■ Supplied information:

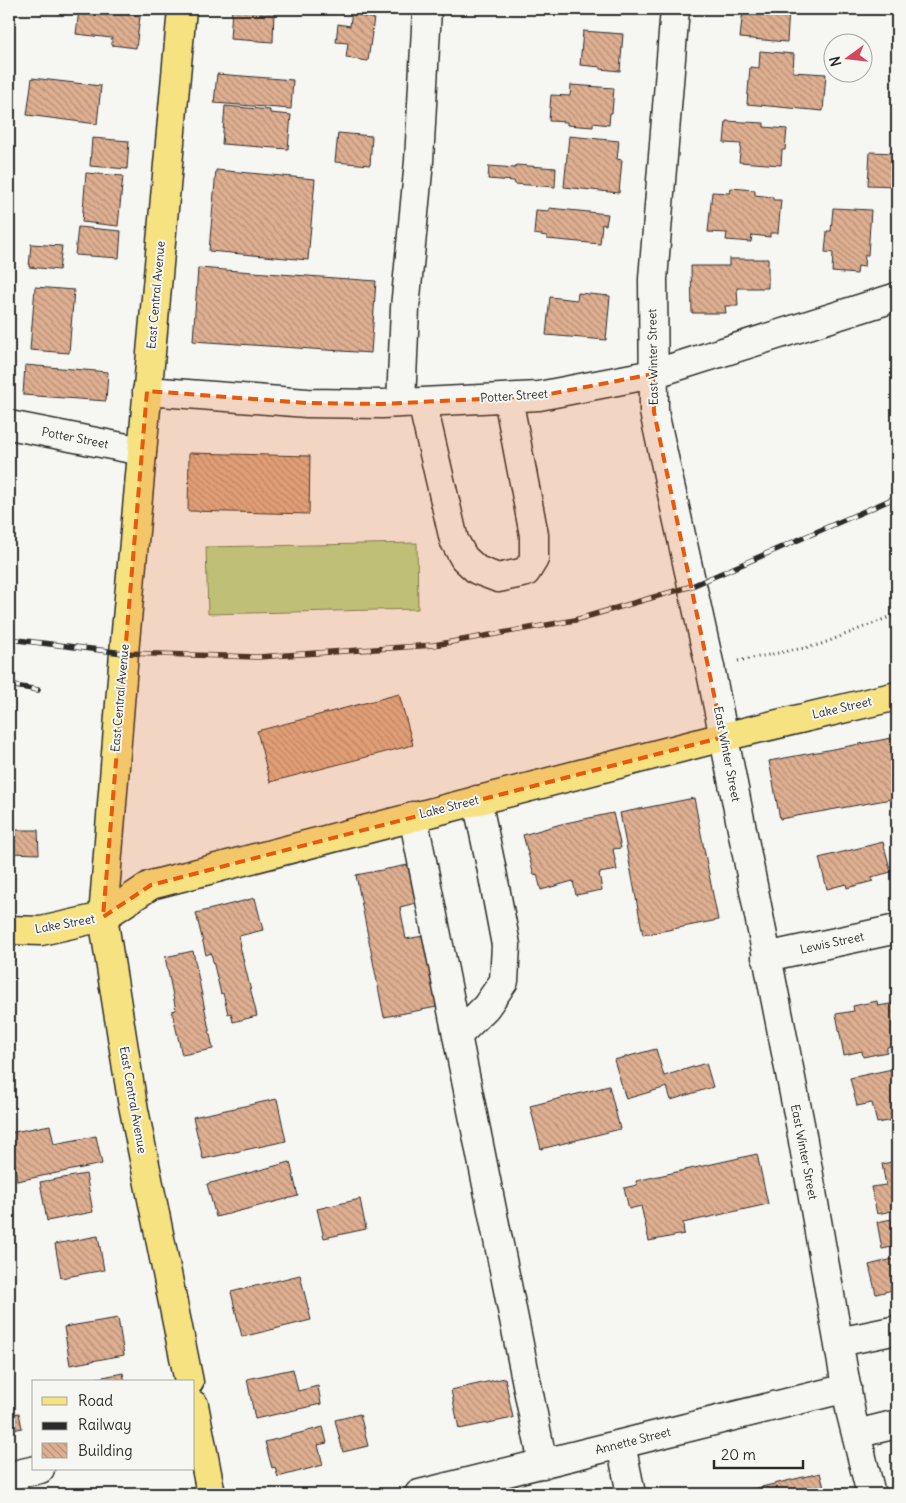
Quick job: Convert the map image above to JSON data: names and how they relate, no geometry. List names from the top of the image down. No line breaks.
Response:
{"streets":{"main road":["East Central Avenue","Lake Street"],"street":["East Winter Street","Potter Street","Lewis Street","Annette Street"]},"crossings":[["East Central Avenue","Potter Street"],["East Central Avenue","Lake Street"],["East Winter Street","Potter Street"],["East Winter Street","Lake Street"],["East Winter Street","Lewis Street"],["East Winter Street","Annette Street"]],"legend":["Road","Railway","Building"],"scale_bar":"20 m","north":"left"}
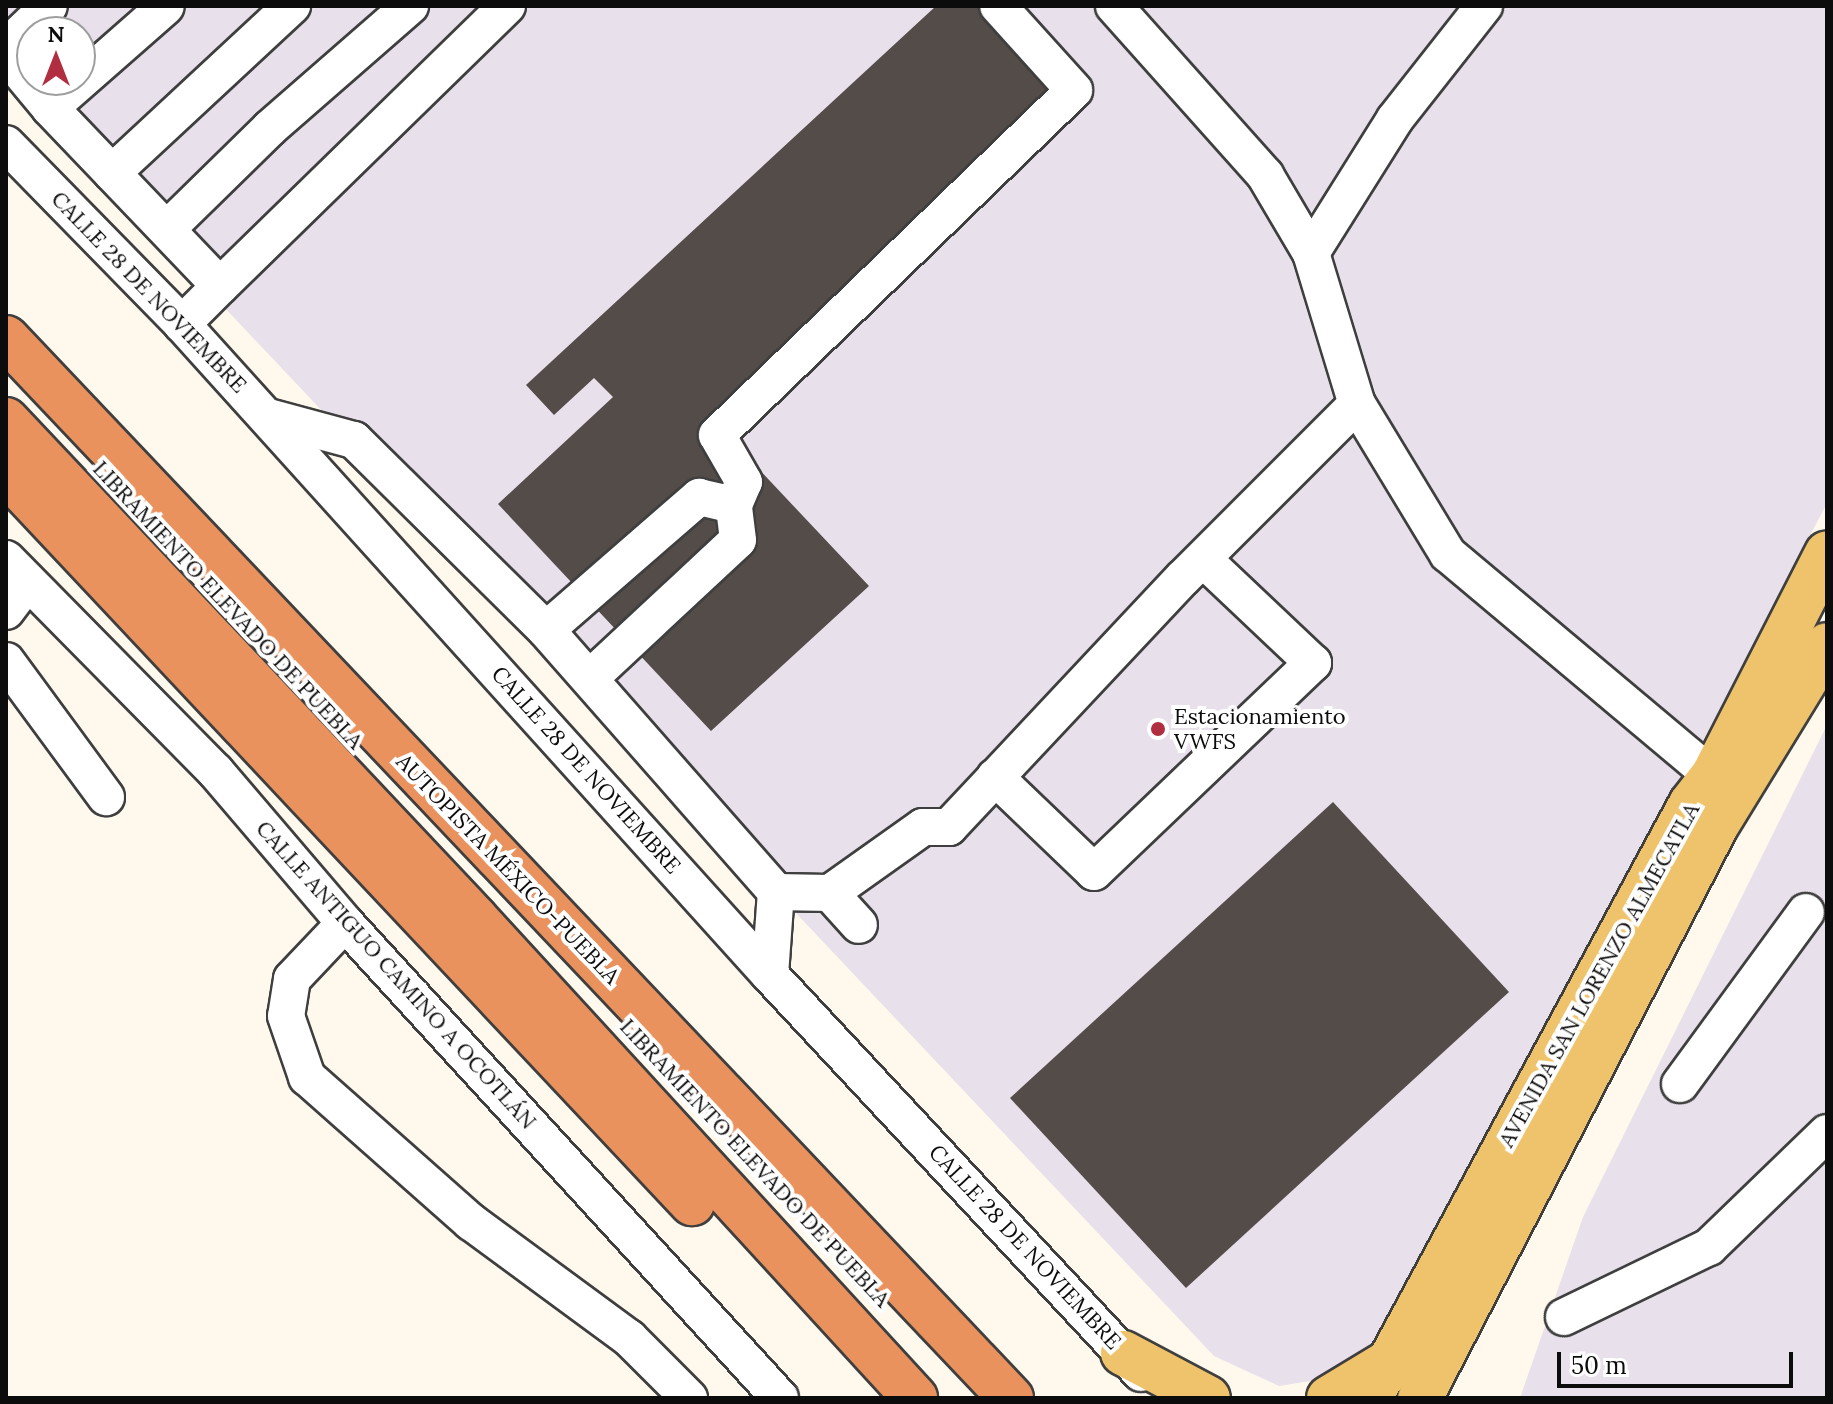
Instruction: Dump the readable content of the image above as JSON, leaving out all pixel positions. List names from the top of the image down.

■ Assigned task:
All of the lines above must be printed again exactly, and no picture may appear in the copy.

■ Task response:
Quick job: Convert the map image above to JSON data: names and how they relate, no geometry. List names from the top of the image down. No line breaks.
Response:
{"streets":{"main road":["East Central Avenue","Lake Street"],"street":["East Winter Street","Potter Street","Lewis Street","Annette Street"]},"crossings":[["East Central Avenue","Potter Street"],["East Central Avenue","Lake Street"],["East Winter Street","Potter Street"],["East Winter Street","Lake Street"],["East Winter Street","Lewis Street"],["East Winter Street","Annette Street"]],"legend":["Road","Railway","Building"],"scale_bar":"20 m","north":"left"}
Instruction: Dump the readable content of the image above as JSON, leaving out all pixel positions. List names from the top of the image down.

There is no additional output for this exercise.